- [Try it]: A faithful, word-for-word transcription of all the data is what is needed.

'''

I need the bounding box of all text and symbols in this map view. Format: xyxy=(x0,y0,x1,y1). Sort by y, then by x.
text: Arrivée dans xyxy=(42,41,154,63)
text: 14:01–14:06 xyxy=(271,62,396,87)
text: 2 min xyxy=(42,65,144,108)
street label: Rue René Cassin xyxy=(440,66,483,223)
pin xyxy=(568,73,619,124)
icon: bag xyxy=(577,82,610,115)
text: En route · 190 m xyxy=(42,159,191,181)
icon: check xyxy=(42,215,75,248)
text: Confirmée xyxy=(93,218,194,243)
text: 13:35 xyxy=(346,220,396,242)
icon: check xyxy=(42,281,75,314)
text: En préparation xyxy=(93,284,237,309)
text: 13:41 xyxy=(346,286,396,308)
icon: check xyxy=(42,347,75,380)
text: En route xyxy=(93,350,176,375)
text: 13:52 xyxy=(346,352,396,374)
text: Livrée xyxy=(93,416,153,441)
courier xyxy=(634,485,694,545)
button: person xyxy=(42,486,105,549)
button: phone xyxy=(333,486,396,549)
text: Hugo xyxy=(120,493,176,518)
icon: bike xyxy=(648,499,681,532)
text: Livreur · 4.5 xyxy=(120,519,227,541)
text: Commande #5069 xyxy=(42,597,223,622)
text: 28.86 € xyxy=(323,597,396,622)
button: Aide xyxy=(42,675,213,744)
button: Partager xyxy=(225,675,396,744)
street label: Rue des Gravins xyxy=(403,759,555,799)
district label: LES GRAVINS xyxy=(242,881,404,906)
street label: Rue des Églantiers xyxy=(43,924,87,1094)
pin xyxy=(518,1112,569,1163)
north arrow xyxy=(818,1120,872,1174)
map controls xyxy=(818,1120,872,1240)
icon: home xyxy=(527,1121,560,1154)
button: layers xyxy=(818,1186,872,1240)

'''

- [Result below]:
I need the bounding box of all text and symbols in this map view. Format: xyxy=(x0,y0,x1,y1). Sort by y, then by x.
text: Arrivée dans xyxy=(42,41,154,63)
text: 14:01–14:06 xyxy=(271,62,396,87)
text: 2 min xyxy=(42,65,144,108)
street label: Rue René Cassin xyxy=(440,66,483,223)
pin xyxy=(568,73,619,124)
icon: bag xyxy=(577,82,610,115)
text: En route · 190 m xyxy=(42,159,191,181)
icon: check xyxy=(42,215,75,248)
text: Confirmée xyxy=(93,218,194,243)
text: 13:35 xyxy=(346,220,396,242)
icon: check xyxy=(42,281,75,314)
text: En préparation xyxy=(93,284,237,309)
text: 13:41 xyxy=(346,286,396,308)
icon: check xyxy=(42,347,75,380)
text: En route xyxy=(93,350,176,375)
text: 13:52 xyxy=(346,352,396,374)
text: Livrée xyxy=(93,416,153,441)
courier xyxy=(634,485,694,545)
button: person xyxy=(42,486,105,549)
button: phone xyxy=(333,486,396,549)
text: Hugo xyxy=(120,493,176,518)
icon: bike xyxy=(648,499,681,532)
text: Livreur · 4.5 xyxy=(120,519,227,541)
text: Commande #5069 xyxy=(42,597,223,622)
text: 28.86 € xyxy=(323,597,396,622)
button: Aide xyxy=(42,675,213,744)
button: Partager xyxy=(225,675,396,744)
street label: Rue des Gravins xyxy=(403,759,555,799)
district label: LES GRAVINS xyxy=(242,881,404,906)
street label: Rue des Églantiers xyxy=(43,924,87,1094)
pin xyxy=(518,1112,569,1163)
north arrow xyxy=(818,1120,872,1174)
map controls xyxy=(818,1120,872,1240)
icon: home xyxy=(527,1121,560,1154)
button: layers xyxy=(818,1186,872,1240)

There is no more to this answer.